TASK REQUIREMENTS: Tally the lines in the following entries that include the word "white"; state only the total.

[Dataset entries]
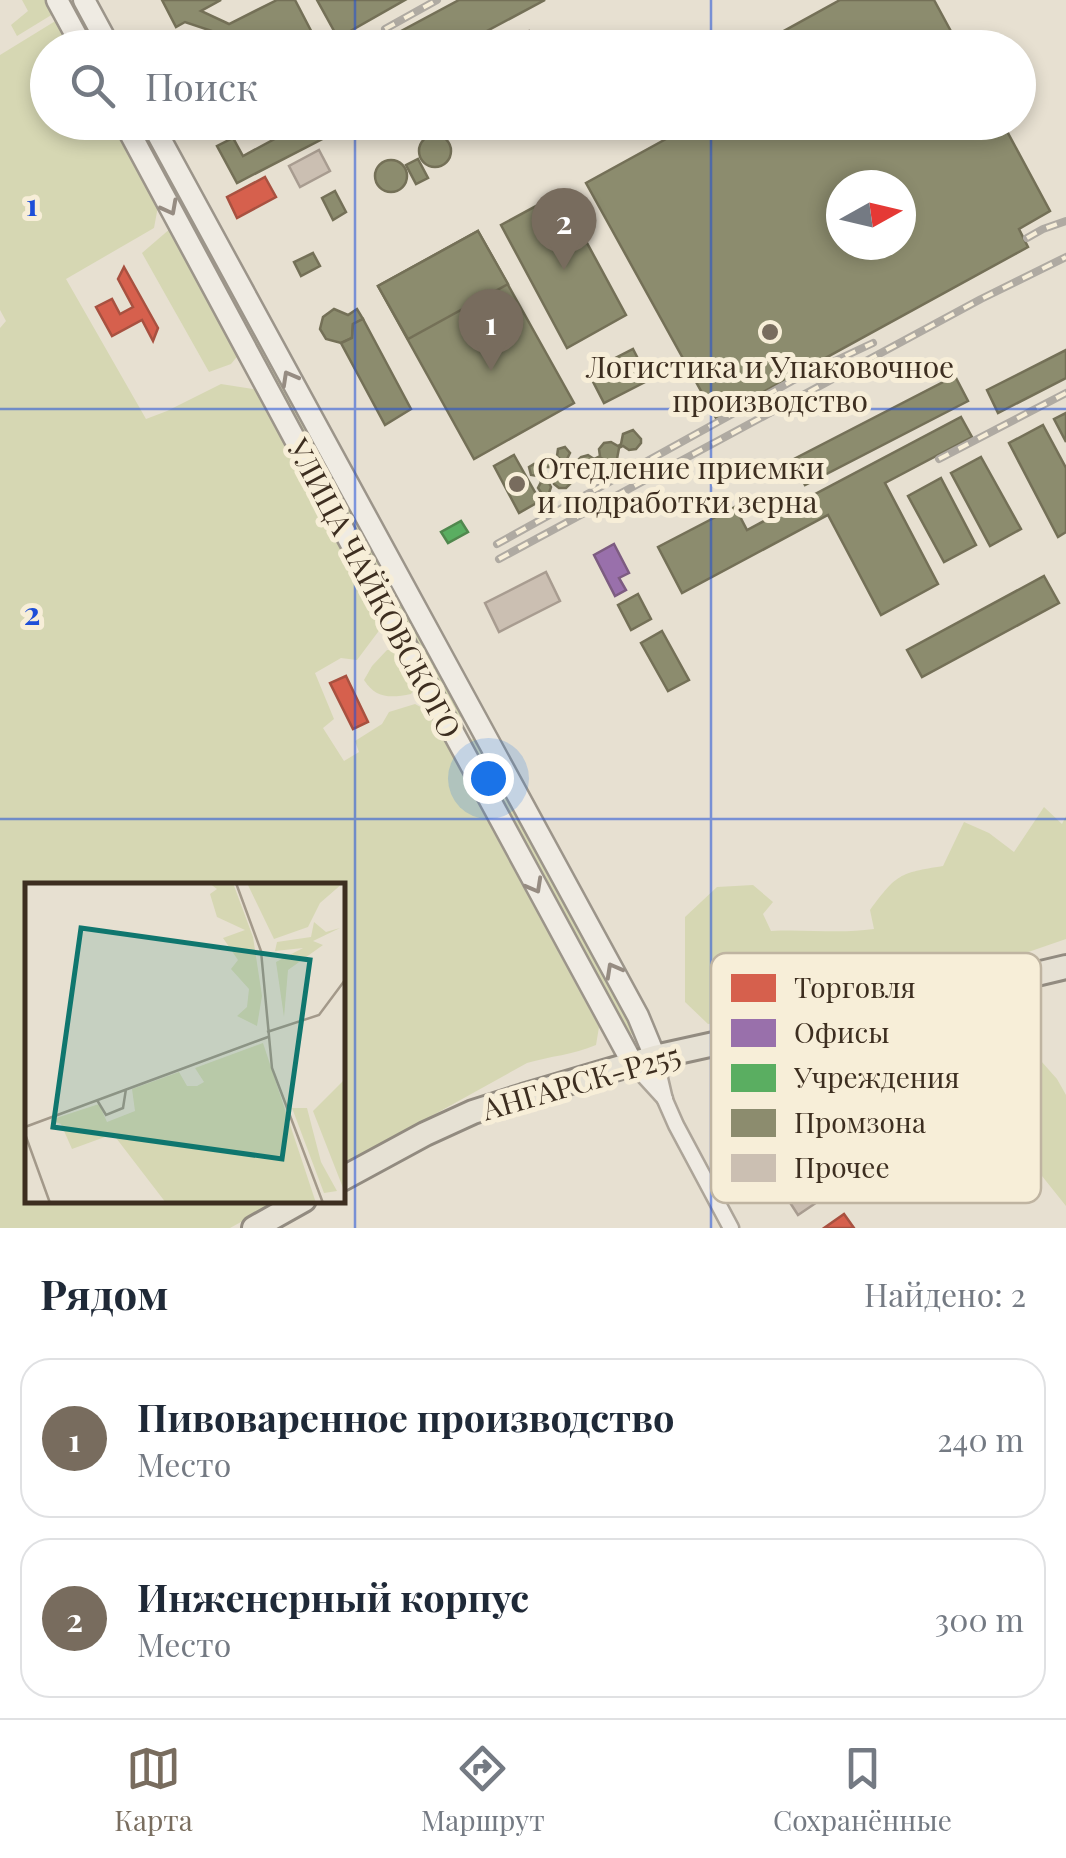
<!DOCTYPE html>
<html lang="ru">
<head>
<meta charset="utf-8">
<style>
	body { margin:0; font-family:"Playfair Display",serif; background:#f6f6f7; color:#1f2937 }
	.compass { position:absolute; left:826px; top:170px; width:90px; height:90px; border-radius:50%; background:#fff; box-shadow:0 5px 15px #0003; rotate:82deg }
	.you { position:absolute; left:488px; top:778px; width:35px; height:35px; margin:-25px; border:8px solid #fff; border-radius:50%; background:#1a73e8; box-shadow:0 0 0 15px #1a73e833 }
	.badge { display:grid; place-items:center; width:65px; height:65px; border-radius:50%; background:#786c5e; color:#fff; font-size:32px; font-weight:700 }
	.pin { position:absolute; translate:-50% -82px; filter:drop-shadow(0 2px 5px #0008) }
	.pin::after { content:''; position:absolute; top:52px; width:35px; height:30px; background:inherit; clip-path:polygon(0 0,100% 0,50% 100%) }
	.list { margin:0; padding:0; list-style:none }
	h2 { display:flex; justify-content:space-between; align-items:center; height:130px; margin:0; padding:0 40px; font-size:42px }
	h2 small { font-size:32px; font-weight:400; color:#747a83 }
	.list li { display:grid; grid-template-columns:65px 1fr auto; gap:30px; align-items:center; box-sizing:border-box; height:160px; margin:0 20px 20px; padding:0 20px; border:2px solid #e0e1e3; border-radius:30px }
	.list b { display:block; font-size:38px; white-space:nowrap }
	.list p { margin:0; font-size:32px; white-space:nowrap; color:#747a83 }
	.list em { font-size:32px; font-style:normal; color:#747a83 }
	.icon { flex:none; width:55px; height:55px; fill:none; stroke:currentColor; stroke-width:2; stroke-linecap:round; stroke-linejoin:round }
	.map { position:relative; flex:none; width:1066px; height:1228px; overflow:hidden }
	.search { position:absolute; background:#fff; box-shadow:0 5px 15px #0003; left:30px; right:30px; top:30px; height:110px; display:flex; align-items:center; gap:25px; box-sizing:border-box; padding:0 35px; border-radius:55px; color:#747a83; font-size:38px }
	.sheet { height:490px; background:#fff }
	nav { display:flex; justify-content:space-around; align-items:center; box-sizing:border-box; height:140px; border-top:2px solid #e0e1e3; background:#fff; font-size:28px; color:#747a83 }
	nav a { display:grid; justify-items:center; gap:5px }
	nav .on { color:#786c5e }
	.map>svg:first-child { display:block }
	.green { fill:#d6d7b3 }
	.shops { fill:#d6604d; stroke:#a85140; stroke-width:2.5 }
	.offices { fill:#9970ab; stroke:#7d5c81; stroke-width:2.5 }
	.public { fill:#5aae61; stroke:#51884e; stroke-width:2.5 }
	.industry { fill:#8c8c6e; stroke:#747057; stroke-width:2.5; fill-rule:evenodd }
	.building { fill:#cbbfb2; stroke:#a89c90; stroke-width:2.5 }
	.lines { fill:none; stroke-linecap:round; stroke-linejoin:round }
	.minor-casing { stroke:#ada599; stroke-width:19 }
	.secondary-casing { stroke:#9c958a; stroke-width:25 }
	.primary-casing { stroke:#928b80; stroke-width:28 }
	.minor { stroke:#efebe3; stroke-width:14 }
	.secondary { stroke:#efebe3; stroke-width:20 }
	.primary { stroke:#e6e1d4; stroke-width:22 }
	.rail-casing { stroke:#afaaa2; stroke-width:8 }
	.rail { stroke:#f7eed8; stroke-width:4; stroke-dasharray:11; stroke-linecap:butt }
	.oneway { stroke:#968c82 }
	.grid { fill:none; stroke:#1d4ed8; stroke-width:2.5; stroke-opacity:0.55 }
	.poi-dot { fill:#786c5e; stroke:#f7eed8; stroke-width:4 }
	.labels { text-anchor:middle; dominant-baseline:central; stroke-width:10; stroke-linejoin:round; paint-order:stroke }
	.poi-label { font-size:30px; fill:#3d2e20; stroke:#f7eed8 }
	.street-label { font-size:30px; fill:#3d2e20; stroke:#f7eed8 }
	.inset-road { fill:none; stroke:#a3998a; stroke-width:2.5 }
	.view { fill:#0f766e; fill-opacity:0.15; stroke:#0f766e; stroke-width:5 }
	.inset-edge { fill:none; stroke:#3d2e20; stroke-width:5 }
	.key { fill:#f7eed8; stroke:#bfb4a1; stroke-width:2.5 }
	.key-label { font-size:28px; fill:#3d2e20 }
	.grid-label { font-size:32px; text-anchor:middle; font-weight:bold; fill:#1d4ed8; stroke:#f7eed8; stroke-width:10; stroke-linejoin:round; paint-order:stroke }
</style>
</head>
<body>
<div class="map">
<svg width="1066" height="1228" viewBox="0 0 1066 1228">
	<rect width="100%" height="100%" fill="#e7e0d1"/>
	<!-- green -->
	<g class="green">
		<path d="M22,0H46L53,14L17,36L11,25L28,11Z"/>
		<path d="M57,20L73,47L48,48V122L115,123L159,201L154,228L66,279L146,419L167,411L221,384L259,390L384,624L357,660L341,658L315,673L334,719L323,728L344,761L359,752L355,741L382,724L389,712L415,704L428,711L599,1027L596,1045C573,1055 550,1056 527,1063L343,1165L342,886H28V1200L279,1201L230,1228H0V328L6,321L0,310V55Z"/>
		<path d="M131,123H144L466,713L456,720Z"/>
		<path d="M171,228L240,353L231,364L209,372L142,253Z"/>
		<path d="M387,650H400L417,686L411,694C391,698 376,699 364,680L372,666Z"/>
		<path d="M479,735L638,1030L627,1037L467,742Z"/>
		<path d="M1044,807L1062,824L1066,816V939L991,965H925L878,974L839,978L845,1005L708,1024L685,1002V917L717,887L753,885L773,902L763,914L771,931C806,929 840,934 874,929L870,910C897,874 899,873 943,866L964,822L989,833L1014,852Z"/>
		<path d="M1033,1052L1057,1079L1066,1095V1206L998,1121C964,1116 932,1106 898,1110C867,1114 840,1131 810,1141C793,1147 775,1149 757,1151L751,1137L761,1127L827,1110L883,1089Z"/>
	</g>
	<!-- shops -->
	<g class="shops">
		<path d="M265,177L276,197L237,218L227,197Z"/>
		<path d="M124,267L158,328L153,341L142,320L112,336L96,307L112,299L120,314L133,307L118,279Z"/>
		<path d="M346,676L368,722L353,729L330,683Z"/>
		<path d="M844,1214L854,1228H824Z"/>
	</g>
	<!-- offices -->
	<path class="offices" d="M614,544L629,573L619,578L626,590L615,596L594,555Z"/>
	<!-- public -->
	<path class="public" d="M461,521L468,532L448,543L441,532Z"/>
	<!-- industry -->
	<g class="industry">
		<path d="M162,0H221L201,11L229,24L277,0H295L320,48H228L221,34L185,22L176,27Z"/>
		<path d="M317,0H405L338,38Z"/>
		<path d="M459,0H545L455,48H396L390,37Z"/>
		<path d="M840,0H934L960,48H753Z"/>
		<path d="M306,122H328L334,133L237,183L217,146L233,138L243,156Z"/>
		<path d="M697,122H1002L1050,211L1019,229L1028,247L716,418L586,183ZM841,185H901V245H841Z"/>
		<circle cx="435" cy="151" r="16"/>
		<path d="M418,159L428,178L416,184L406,165Z"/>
		<circle cx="391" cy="176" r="16"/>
		<path d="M335,191L346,212L333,220L322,198Z"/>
		<path d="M560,193L626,315L567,348L501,225Z"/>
		<path d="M478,231L574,403L474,459L378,286Z"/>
		<path d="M478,231L508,284L408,339L378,286Z"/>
		<path d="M313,253L320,266L301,276L294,262Z"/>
		<path d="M334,309L348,315L357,309L363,319L353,324L352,338L341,343L326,339L320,329L323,317Z"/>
		<path d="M363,319L411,409L385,425L341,343L352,338L353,324Z"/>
		<path d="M633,349L649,380L604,403L588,372Z"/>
		<path d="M1066,350V378L998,413L987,390Z"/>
		<path d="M955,376L968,401L805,485L792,460Z"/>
		<path d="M1066,413V442L1054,419Z"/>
		<path d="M961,417L972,437L885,483L938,584L881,615L828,515L682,593L658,547L735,507L747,530Z"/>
		<path d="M1043,425L1066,468V532L1058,537L1009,443Z"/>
		<path d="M633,430L641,439V443L636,449L629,450L623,446L619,448L617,459L610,463L601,458L595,461L594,472L588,476L578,472L572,475V482L566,488H559L554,484L552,476L557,470L564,468L571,472L576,469V462L581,457L588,455L594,459L600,456L599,449L604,443L611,442L618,446L621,444L623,434Z"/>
		<path d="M565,447L570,453L567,459L561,460L558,457L555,459L553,467H541L539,475L542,482L549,483L551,487L549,493L542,494L538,488L541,482L538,476L531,475L529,467L534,464L540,467L546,456L555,458L557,456L558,449Z"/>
		<path d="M514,455L540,501L519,513L494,466Z"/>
		<path d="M981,457L1021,529L990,546L951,473Z"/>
		<path d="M941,478L976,545L944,562L908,496Z"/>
		<path d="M1044,576L1059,603L922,677L907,650Z"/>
		<path d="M638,594L651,619L631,630L618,605Z"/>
		<path d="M662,631L689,680L668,691L641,643Z"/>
	</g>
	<!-- building -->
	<g class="building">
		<path d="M529,31L537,48H498Z"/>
		<path d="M319,150L330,171L300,187L289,166Z"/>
		<path d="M546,572L560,601L499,632L485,603Z"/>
		<path d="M829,1174L838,1188L798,1215L789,1201Z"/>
	</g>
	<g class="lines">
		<defs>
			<g id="minor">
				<path d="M655,1057L665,1100L676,1125L731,1228"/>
				<path d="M633,1064L665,1099"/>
			</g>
			<g id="secondary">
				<path d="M57,0L83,48"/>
				<path d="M84,0L110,48"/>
				<path d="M124,122C294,436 461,751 633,1064"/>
				<path d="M151,122L638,1016L655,1057"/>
			</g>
			<g id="primary">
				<path d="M342,1179L425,1134L473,1112L523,1096L655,1057L714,1044L898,1007L1066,967"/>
				<path d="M254,1228L304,1200"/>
			</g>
		</defs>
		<!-- minor casing -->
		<use href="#minor" class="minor-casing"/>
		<!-- secondary casing -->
		<use href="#secondary" class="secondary-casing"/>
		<!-- primary casing -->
		<use href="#primary" class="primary-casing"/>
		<!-- minor -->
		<use href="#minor" class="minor"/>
		<!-- secondary -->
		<use href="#secondary" class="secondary"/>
		<!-- primary -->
		<use href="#primary" class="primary"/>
		<defs>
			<g id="rail">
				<path d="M385,29L437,0"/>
				<path d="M1027,238L1043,229L1066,221"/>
				<path d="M939,459L1066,393"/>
				<path d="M497,544L792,381L873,343"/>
				<path d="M499,559L981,299L1066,257"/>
			</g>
		</defs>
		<!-- rail casing -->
		<use href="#rail" class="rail-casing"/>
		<!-- rail -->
		<use href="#rail" class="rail"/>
	</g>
	<!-- one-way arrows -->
	<defs><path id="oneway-chevron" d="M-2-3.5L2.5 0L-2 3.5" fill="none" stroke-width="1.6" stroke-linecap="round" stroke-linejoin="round" transform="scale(2.5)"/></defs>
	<g class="oneway">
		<use href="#oneway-chevron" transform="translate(170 208) rotate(62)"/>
		<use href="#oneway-chevron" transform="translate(289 378) rotate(-119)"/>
		<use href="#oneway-chevron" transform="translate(535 886) rotate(61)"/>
		<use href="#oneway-chevron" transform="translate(613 970) rotate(-119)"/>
	</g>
	<!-- grid -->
	<path class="grid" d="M355,0V48M711,0V48M355,122V1228M711,122V1228M0,409H1066M0,819H1066"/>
	<!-- markers -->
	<g class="poi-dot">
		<circle cx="770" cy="332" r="10"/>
		<circle cx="517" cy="484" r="10"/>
	</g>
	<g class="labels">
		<!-- poi labels -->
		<g class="poi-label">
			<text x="770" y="366">Логистика и Упаковочное<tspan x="770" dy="34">производство</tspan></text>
			<text x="537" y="467" text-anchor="start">Отедление приемки<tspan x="537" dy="34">и подработки зерна</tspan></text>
		</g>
		<!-- street labels -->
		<g class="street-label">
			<text transform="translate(375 588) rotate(62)">УЛИЦА ЧАЙКОВСКОГО</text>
			<text transform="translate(581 1081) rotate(-16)">АНГАРСК-Р255</text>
		</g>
	</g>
	<!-- overview -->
	<g transform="translate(25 883)">
		<rect width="320" height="320" fill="#e7e0d1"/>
		<path d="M184,0H208L228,54L237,113L232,143L212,133L222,124L224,106L206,86L213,77L198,55L220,47L192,34L185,11L192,6ZM222,0H318L295,20L283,44L249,56ZM289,39L301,49L315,45L288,58L298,62L263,87L259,134L251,79L278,65L250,68L252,59L286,54ZM238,160L291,320H141L88,251L47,266L36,241L25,237L74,221L82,239L110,228L107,206L154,189L162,203H172L179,199L170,185ZM320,196V310L288,228ZM267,225H282L296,279L312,308L299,310Z" fill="#d6d7b3"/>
		<path class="inset-road" d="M211,0L236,68L247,185L298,320M242,149L294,132L320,97M72,217L81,232L98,225L101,206M0,244L243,154M0,251L25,320"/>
		<path class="view" d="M56,45L285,77L257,276L28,244Z"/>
		<rect width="320" height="320" class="inset-edge"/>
	</g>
	<!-- legend -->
	<rect x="711" y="953" width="330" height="250" rx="15" class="key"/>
	<rect x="731" y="974" width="45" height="28" fill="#d6604d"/>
	<rect x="731" y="1019" width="45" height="28" fill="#9970ab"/>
	<rect x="731" y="1064" width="45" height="28" fill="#5aae61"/>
	<rect x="731" y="1109" width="45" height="28" fill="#8c8c6e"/>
	<rect x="731" y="1154" width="45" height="28" fill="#cbbfb2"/>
	<g class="key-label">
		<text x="794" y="998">Торговля</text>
		<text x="794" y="1043">Офисы</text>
		<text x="794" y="1088">Учреждения</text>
		<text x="794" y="1133">Промзона</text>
		<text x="794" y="1178">Прочее</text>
	</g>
	<g class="grid-label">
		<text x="32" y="216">1</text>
		<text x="32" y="625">2</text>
	</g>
</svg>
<svg class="compass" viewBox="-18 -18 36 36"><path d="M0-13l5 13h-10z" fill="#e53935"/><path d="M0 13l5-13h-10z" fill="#747a83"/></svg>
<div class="you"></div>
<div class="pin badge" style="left:491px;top:371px">1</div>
<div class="pin badge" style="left:564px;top:270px">2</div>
<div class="search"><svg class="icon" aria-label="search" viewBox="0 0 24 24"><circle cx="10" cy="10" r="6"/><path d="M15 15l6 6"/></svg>Поиск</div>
</div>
<section class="sheet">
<h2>Рядом<small>Найдено: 2</small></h2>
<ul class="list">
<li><span class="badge">1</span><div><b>Пивоваренное производство</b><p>Место</p></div><em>240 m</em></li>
<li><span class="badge">2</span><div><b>Инженерный корпус</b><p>Место</p></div><em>300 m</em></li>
</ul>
</section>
<nav>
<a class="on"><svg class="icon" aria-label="map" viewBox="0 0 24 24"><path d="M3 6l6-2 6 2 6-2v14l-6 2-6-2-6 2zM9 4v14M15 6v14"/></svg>Карта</a>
<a><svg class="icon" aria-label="directions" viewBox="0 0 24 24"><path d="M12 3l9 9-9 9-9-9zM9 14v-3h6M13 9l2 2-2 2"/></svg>Маршрут</a>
<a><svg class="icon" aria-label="saved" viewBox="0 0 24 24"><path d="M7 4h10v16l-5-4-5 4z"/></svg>Сохранённые</a>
</nav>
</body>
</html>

COMPLETED EXERCISE: 2